Oops.  I realized after posting that you have a vector<derived*> is
basically a derived**, so the above remarks don't appply.

While the conversion from derived** to base** is illegal, it will work
sometimes.  If the implementation stores derived class objects this
way: base part first, derived-only part next -- then &Base is equal to
&Derived.  In this case, the conversion from derived** to base** works.

Most likely, it won't work in the context of multiple inheritance and
virtual inheritance, but I don't know.  The rest of the post -- using
a pseudo-container or pseudo-iterator is still valid and might help.

--
----------------------------------
Siemel B. Naran (sbnaran@uiuc.edu)
----------------------------------
---
[ comp.std.c++ is moderated.  To submit articles, try just posting with ]
[ your news-reader.  If that fails, use mailto:std-c++@ncar.ucar.edu    ]
[              --- Please see the FAQ before posting. ---               ]
[ FAQ: http://reality.sgi.com/austern_mti/std-c++/faq.html              ]





Author: "Martijn Lievaart" <nobody@orion.nl>
Date: 1999/08/25
Raw View
Hello all,

I recently got thinking about converting containers of pointers to
derived objects to containers of pointers to base classes.
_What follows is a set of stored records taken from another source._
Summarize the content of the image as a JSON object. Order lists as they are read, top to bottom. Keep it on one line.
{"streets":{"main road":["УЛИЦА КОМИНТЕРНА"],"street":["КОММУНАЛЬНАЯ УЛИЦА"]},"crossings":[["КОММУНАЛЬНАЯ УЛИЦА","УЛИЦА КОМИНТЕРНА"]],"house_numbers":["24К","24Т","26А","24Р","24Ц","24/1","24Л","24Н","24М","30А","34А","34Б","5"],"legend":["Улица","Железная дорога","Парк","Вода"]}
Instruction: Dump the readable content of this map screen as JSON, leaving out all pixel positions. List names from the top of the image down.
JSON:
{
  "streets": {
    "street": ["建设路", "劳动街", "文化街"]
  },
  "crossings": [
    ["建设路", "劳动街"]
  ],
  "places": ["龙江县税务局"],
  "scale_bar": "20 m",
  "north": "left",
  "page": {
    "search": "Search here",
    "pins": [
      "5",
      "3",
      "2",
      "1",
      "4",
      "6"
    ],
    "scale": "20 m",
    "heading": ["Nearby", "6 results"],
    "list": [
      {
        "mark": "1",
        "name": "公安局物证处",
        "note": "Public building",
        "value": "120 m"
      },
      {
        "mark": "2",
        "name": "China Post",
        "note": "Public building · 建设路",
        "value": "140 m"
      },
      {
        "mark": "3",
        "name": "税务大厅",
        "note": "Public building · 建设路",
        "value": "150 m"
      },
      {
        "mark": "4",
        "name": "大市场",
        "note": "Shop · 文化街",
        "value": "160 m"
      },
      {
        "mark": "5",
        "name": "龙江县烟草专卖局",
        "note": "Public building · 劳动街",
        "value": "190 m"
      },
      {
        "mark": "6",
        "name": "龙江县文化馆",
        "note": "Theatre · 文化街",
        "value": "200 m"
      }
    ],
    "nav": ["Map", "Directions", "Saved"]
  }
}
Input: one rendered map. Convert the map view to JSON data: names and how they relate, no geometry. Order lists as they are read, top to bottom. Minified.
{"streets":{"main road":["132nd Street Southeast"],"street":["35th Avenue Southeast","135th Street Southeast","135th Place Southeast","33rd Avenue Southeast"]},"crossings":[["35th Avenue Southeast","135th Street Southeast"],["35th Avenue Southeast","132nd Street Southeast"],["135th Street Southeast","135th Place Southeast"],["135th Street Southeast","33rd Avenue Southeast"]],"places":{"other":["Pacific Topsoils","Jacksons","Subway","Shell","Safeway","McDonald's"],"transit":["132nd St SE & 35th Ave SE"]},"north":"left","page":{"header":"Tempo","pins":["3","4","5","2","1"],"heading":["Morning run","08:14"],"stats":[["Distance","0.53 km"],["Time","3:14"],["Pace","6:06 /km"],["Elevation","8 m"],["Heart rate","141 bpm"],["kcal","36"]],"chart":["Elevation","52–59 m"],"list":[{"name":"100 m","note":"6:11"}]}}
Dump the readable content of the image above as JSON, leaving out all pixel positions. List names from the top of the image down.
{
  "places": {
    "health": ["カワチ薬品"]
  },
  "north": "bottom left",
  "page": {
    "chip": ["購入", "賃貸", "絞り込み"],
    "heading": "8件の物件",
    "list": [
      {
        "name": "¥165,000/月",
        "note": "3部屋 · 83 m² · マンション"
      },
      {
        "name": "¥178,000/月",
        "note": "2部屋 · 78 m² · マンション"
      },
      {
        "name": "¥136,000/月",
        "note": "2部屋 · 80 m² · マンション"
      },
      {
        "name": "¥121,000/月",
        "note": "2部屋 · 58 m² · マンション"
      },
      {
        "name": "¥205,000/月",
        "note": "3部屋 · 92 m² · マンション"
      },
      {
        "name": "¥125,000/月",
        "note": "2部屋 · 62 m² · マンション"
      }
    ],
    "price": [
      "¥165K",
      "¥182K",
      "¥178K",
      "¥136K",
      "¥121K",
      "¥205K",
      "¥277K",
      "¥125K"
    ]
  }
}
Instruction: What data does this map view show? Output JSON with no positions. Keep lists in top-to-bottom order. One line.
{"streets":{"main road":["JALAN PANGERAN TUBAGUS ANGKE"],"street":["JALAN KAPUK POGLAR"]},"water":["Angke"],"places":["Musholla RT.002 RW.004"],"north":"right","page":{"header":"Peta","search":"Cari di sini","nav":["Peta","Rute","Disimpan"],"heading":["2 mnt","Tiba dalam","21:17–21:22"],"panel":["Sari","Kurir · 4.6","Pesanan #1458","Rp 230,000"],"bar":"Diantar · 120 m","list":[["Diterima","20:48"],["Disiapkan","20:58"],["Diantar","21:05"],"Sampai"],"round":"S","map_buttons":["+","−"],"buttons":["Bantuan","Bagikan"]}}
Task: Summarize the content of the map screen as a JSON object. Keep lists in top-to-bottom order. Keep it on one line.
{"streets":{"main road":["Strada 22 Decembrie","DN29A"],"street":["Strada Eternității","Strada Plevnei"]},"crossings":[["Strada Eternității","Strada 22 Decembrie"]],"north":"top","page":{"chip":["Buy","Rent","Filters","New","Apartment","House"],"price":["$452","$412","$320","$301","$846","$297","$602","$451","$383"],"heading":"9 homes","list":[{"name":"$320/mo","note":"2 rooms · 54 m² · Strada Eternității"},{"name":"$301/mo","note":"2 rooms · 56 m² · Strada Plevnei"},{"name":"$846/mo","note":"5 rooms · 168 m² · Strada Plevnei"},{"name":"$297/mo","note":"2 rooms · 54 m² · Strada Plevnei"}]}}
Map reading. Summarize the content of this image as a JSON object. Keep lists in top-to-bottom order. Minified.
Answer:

I came to the
conclusion that there is no guarentee that:

vector<derived*>    vd;
vector<base*> *pvb = (vector<base*>*) &vd; // or reinterpret_cast

will actually work. This is because although a) there is a guarenteed
converion from derived to base and b) most implementations will not
change the bits the pointer is made of on leftmost derivation when doing
this conversion, there is no guarentee that this will always work.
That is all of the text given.